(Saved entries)
+---+

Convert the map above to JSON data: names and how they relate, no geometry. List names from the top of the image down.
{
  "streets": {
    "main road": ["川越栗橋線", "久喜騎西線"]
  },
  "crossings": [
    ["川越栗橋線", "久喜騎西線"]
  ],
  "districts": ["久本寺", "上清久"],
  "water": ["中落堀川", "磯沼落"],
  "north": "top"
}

+---+

* **Exercise instructions**
Write the entries out again verbatim, every one of them.

* **Answer**
Convert the map above to JSON data: names and how they relate, no geometry. List names from the top of the image down.
{
  "streets": {
    "main road": ["川越栗橋線", "久喜騎西線"]
  },
  "crossings": [
    ["川越栗橋線", "久喜騎西線"]
  ],
  "districts": ["久本寺", "上清久"],
  "water": ["中落堀川", "磯沼落"],
  "north": "top"
}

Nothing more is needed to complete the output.